Personal information
- Born: 21 March 1977 (age 49) Moseley, Birmingham
- Batting: Right-handed
- Bowling: Right-arm medium

Career statistics
| Competition | First-class | List A |
| Matches | 14 | 13 |
| Runs scored | 346 | 125 |
| Batting average | 13.84 | 13.88 |
| 100s/50s | 0/1 | 0/0 |
| Top score | 55 | 33 |
| Balls bowled | – | 192 |
| Wickets | – | 1 |
| Bowling average | – | 174.00 |
| 5 wickets in innings | – | 0 |
| 10 wickets in match | – | 0 |
| Best bowling | – | 1/63 |
| Catches/stumpings | 8/– | 7/– |
- Source: Cricinfo, 8 November 2022

= Abdul Hafeez (cricketer) =

English cricketer

Abdul Hafeez (born 21 March 1977) is a former first-class English cricketer: an opening batsman and occasional medium-pace bowler who had a brief county cricket career with Worcestershire. He was born in Moseley, Birmingham.

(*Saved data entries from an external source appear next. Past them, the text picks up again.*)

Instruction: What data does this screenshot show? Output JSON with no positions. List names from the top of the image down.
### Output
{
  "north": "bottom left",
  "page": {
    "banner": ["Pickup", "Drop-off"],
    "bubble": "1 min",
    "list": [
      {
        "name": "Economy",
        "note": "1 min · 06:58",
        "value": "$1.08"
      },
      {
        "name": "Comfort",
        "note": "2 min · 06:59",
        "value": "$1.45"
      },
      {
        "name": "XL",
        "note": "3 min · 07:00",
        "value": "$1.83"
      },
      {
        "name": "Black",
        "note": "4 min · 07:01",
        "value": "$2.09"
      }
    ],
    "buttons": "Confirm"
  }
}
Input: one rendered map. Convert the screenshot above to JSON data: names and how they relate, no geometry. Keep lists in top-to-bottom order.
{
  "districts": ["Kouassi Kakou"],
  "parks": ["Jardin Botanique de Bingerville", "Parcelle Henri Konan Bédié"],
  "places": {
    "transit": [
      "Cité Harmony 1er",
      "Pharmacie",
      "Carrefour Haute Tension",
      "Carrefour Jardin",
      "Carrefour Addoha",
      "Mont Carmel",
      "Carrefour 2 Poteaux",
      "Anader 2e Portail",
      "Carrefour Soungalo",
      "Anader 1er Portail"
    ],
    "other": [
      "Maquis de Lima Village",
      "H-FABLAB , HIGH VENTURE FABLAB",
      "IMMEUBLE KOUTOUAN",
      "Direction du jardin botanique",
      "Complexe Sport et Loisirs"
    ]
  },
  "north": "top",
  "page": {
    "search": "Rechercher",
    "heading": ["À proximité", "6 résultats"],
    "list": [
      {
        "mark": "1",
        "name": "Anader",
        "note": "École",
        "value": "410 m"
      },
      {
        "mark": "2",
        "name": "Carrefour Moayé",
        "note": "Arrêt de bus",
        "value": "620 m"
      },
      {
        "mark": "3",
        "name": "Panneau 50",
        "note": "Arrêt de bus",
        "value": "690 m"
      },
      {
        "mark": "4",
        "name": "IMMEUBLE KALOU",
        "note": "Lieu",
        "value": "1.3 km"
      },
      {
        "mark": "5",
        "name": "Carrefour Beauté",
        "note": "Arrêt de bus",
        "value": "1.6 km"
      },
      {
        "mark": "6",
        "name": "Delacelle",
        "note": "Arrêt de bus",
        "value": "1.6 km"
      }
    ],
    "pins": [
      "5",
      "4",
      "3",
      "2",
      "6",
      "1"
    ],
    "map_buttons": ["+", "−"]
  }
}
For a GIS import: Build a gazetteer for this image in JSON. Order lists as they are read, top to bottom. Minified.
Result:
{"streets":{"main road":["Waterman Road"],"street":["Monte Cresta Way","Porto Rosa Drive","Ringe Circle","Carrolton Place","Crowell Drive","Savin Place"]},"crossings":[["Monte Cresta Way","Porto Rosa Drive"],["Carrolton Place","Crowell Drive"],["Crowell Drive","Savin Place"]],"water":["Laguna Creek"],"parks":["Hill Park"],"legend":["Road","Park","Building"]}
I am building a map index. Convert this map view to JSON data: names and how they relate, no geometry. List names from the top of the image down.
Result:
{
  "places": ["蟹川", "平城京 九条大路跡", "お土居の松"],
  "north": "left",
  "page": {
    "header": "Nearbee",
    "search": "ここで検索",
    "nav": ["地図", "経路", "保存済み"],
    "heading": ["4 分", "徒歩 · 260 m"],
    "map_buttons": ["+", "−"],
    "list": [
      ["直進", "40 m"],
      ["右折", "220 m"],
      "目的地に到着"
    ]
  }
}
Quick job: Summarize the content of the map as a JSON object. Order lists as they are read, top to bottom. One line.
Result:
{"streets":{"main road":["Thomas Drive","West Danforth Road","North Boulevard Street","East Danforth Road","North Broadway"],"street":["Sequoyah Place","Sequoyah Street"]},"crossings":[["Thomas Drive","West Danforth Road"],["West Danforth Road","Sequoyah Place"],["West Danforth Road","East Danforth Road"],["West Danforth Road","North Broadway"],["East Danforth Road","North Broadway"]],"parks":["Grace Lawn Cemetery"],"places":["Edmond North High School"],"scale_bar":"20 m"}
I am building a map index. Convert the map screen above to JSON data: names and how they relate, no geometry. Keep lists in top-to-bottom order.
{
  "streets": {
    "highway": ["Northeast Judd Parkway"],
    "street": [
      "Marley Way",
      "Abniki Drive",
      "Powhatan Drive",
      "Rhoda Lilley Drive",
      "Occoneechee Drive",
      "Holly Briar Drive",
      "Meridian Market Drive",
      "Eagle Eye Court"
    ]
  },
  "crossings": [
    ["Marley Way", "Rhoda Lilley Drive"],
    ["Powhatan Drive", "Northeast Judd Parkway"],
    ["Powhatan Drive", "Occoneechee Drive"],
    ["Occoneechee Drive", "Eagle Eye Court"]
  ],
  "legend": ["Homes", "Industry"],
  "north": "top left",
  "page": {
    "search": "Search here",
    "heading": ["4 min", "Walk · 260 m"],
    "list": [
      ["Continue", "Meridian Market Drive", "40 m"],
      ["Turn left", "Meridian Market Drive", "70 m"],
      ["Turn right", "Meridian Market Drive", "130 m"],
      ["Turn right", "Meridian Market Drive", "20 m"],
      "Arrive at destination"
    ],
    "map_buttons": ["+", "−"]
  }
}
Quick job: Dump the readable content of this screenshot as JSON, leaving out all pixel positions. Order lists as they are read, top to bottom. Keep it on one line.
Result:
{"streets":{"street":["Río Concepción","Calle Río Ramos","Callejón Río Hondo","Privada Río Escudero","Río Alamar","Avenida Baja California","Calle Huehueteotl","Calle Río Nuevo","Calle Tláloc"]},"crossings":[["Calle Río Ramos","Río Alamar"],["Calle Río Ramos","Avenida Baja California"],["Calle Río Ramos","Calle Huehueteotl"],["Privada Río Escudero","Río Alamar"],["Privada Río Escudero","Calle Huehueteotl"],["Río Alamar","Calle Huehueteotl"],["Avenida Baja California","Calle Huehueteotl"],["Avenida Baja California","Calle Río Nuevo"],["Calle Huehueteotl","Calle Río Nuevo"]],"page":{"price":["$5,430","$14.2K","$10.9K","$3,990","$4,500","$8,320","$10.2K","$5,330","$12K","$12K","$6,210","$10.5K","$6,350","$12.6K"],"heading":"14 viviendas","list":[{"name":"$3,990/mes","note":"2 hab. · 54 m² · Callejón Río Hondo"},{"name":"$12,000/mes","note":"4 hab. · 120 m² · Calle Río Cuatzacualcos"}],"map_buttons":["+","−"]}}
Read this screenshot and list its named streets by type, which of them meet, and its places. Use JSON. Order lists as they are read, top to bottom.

Hafeez made his debut for Warwickshire's Second XI in 1996, having progressed through the age-groups from under-14 level. He impressed on debut, scoring an unbeaten 52*. He was part of the Second XI Championship winning side that year, and despite scoring 408 runs at an average of 40.1, was not provided with any further opportunities.

Nevertheless, Hafeez caught the eye of neighbours Worcestershire in 1997 after having scored over 750 runs for Moseley Cricket Club's First XI in the Birmingham and District Premier League that summer. He made his first-class debut in April 1998 against Essex at New Road. He played a further nine first-class games that season, smashing a career-best 55 off 53 balls to lead Worcestershire to a five wicket championship win over Gloucestershire, whose bowling attack included Courtney Walsh, Mike Smith, and Jon Lewis.

Hafeez was given fewer opportunities the following season, playing only four first-class matches. This was notwithstanding that, by June 1999, in what was only his second year on the county staff, Hafeez had scored over 1,000 runs at an average of 49.8 for the Second XI, including five fifties, three hundreds, and a top score of 181. However, to the surprise of many, Hafeez was released at the end of the season. Following his departure, he played one further game for Shropshire, against Ireland in the 2000 NatWest Trophy.

He then played for several years for the Worcestershire Cricket Board team in the Minor Counties Trophy (228 runs, at an average of 38), and also made several appearances in the NatWest Trophy's replacement, the C&G Trophy, including a game against the professional Worcestershire side in May 2003.

In 2002, he joined Dorridge Cricket Club. The club were in the Warwickshire Cricket League at the time, and some may have doubted the wisdom of his move. However, Hafeez contributed heavily with the bat and ball, including an unbeaten century on the day Dorridge secured top-spot and a place in the Birmingham and District Premier League's for the first time in the club's history.

The club's first season in Division Two was to prove Hafeez's most successful with the bat (982 runs, at 66.5), including an unforgettable 116* against Blossomfield, which helped take Dorridge straight up into Division One at the first attempt.There followed two years of consistent scoring (aggregate 1273 runs, at 45.9), and although Dorridge moved down to Division Two for the 2006 season, the runs continued to flow (673 runs, at 63.6). At the end of that season, Hafeez agreed to take on the role of First XI Captain. It was to prove a wise decision.

In brief, Hafeez captained the club from 2006 to 2009, and by the end of the 2009 season, had amassed 5,156 runs at an average of 50.1, playing an integral part in the club's successive promotions. In 2009, he was named Midlands Club Cricket Conference Cricketer of the Year.

In 2010, Hafeez returned to Moseley Cricket Club to captain the First XI. He remained captain until the end of the 2013 season when he decided to step down. The Birmingham and District Premier League celebrated its 125th anniversary in 2013, with Hafeez being selected to represent the 'pre-1998' team, compromising of players from the League's founding clubs, to play against a 'post-1998' team. The match took place at Kidderminster Victoria Cricket Club and Hafeez, despite heading towards the twilight years of his career, scored a magnificent century in what has since been regarded as an historic fixture.